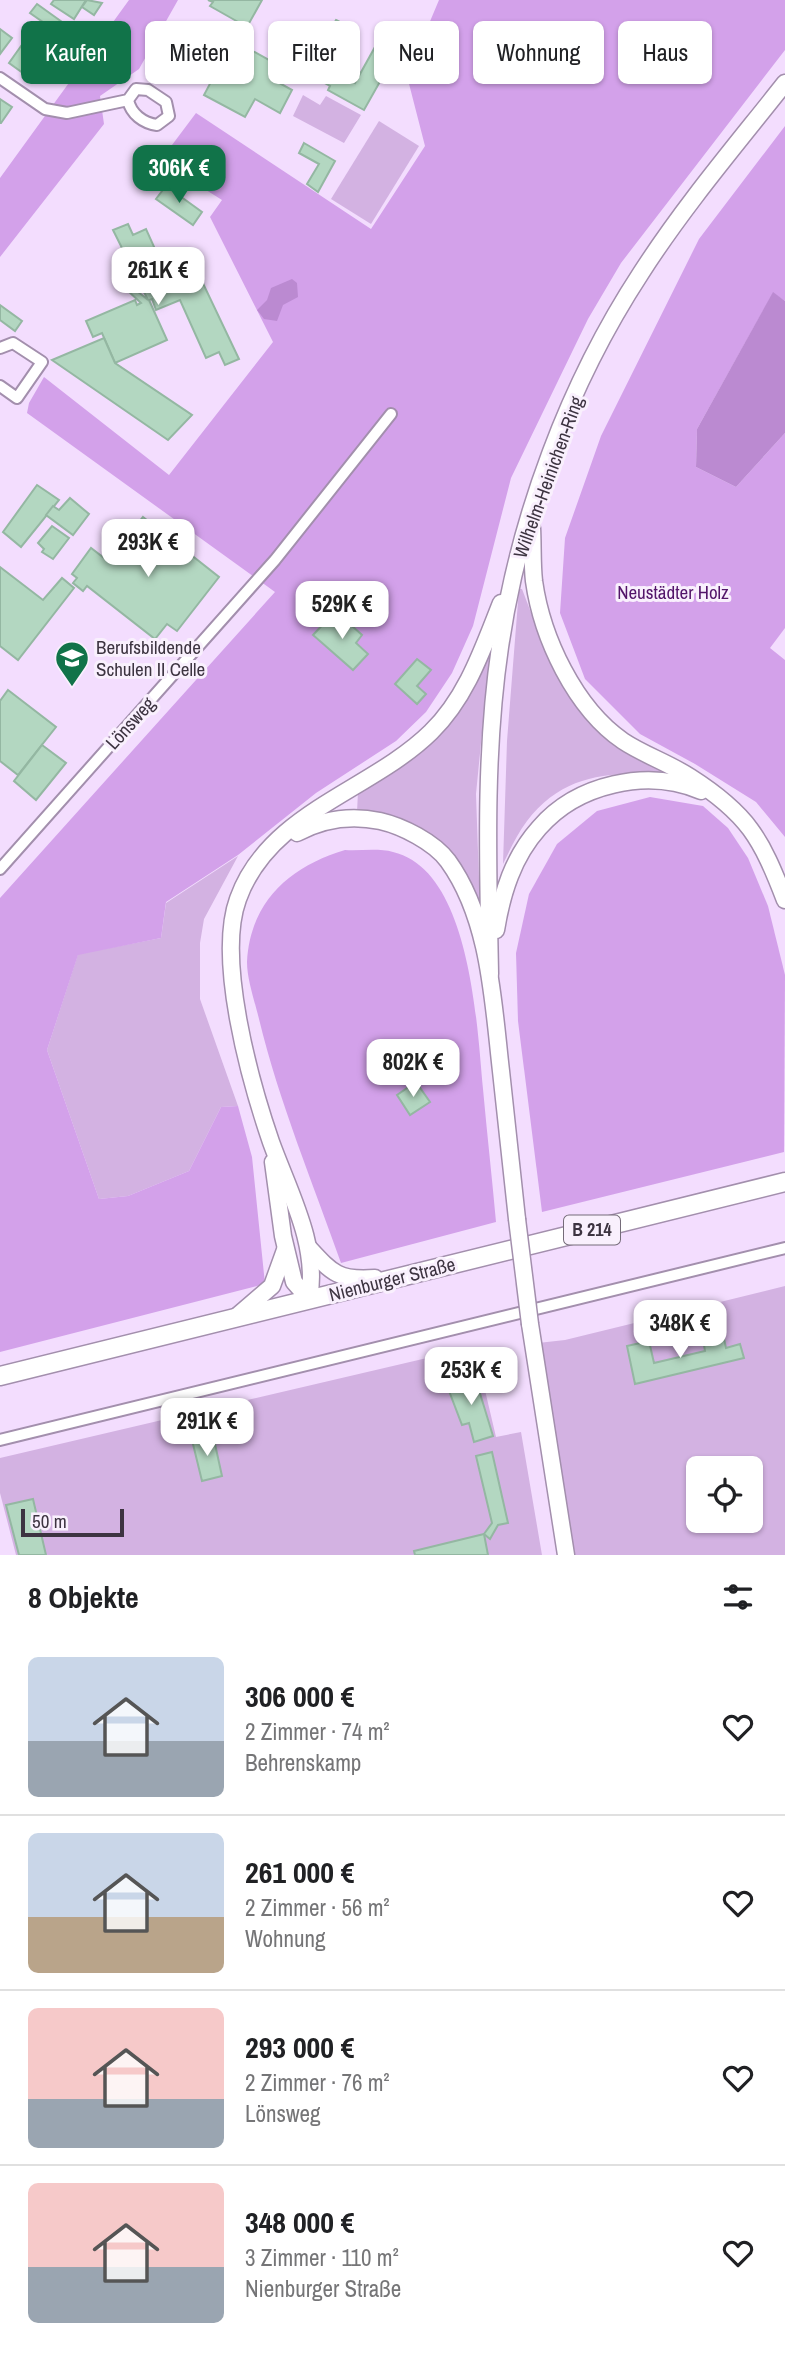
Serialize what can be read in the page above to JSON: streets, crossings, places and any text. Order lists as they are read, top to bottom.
{
  "streets": {
    "main road": ["Wilhelm-Heinichen-Ring", "B 214", "Nienburger Straße"],
    "street": ["Lönsweg"]
  },
  "parks": ["Neustädter Holz"],
  "places": {
    "school or university": ["Berufsbildende Schulen II Celle"]
  },
  "scale_bar": "50 m",
  "page": {
    "chip": [
      "Kaufen",
      "Mieten",
      "Filter",
      "Neu",
      "Wohnung",
      "Haus"
    ],
    "price": [
      "306K €",
      "261K €",
      "293K €",
      "529K €",
      "802K €",
      "348K €",
      "253K €",
      "291K €"
    ],
    "scale": "50 m",
    "heading": "8 Objekte",
    "list": [
      {
        "name": "306 000 €",
        "note": "2 Zimmer · 74 m² · Behrenskamp"
      },
      {
        "name": "261 000 €",
        "note": "2 Zimmer · 56 m² · Wohnung"
      },
      {
        "name": "293 000 €",
        "note": "2 Zimmer · 76 m² · Lönsweg"
      },
      {
        "name": "348 000 €",
        "note": "3 Zimmer · 110 m² · Nienburger Straße"
      }
    ]
  }
}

-----

**What you are asked to do:** Everything in the records except the pictures should be retyped exactly.

**Solution for this problem:**
Serialize what can be read in the page above to JSON: streets, crossings, places and any text. Order lists as they are read, top to bottom.
{
  "streets": {
    "main road": ["Wilhelm-Heinichen-Ring", "B 214", "Nienburger Straße"],
    "street": ["Lönsweg"]
  },
  "parks": ["Neustädter Holz"],
  "places": {
    "school or university": ["Berufsbildende Schulen II Celle"]
  },
  "scale_bar": "50 m",
  "page": {
    "chip": [
      "Kaufen",
      "Mieten",
      "Filter",
      "Neu",
      "Wohnung",
      "Haus"
    ],
    "price": [
      "306K €",
      "261K €",
      "293K €",
      "529K €",
      "802K €",
      "348K €",
      "253K €",
      "291K €"
    ],
    "scale": "50 m",
    "heading": "8 Objekte",
    "list": [
      {
        "name": "306 000 €",
        "note": "2 Zimmer · 74 m² · Behrenskamp"
      },
      {
        "name": "261 000 €",
        "note": "2 Zimmer · 56 m² · Wohnung"
      },
      {
        "name": "293 000 €",
        "note": "2 Zimmer · 76 m² · Lönsweg"
      },
      {
        "name": "348 000 €",
        "note": "3 Zimmer · 110 m² · Nienburger Straße"
      }
    ]
  }
}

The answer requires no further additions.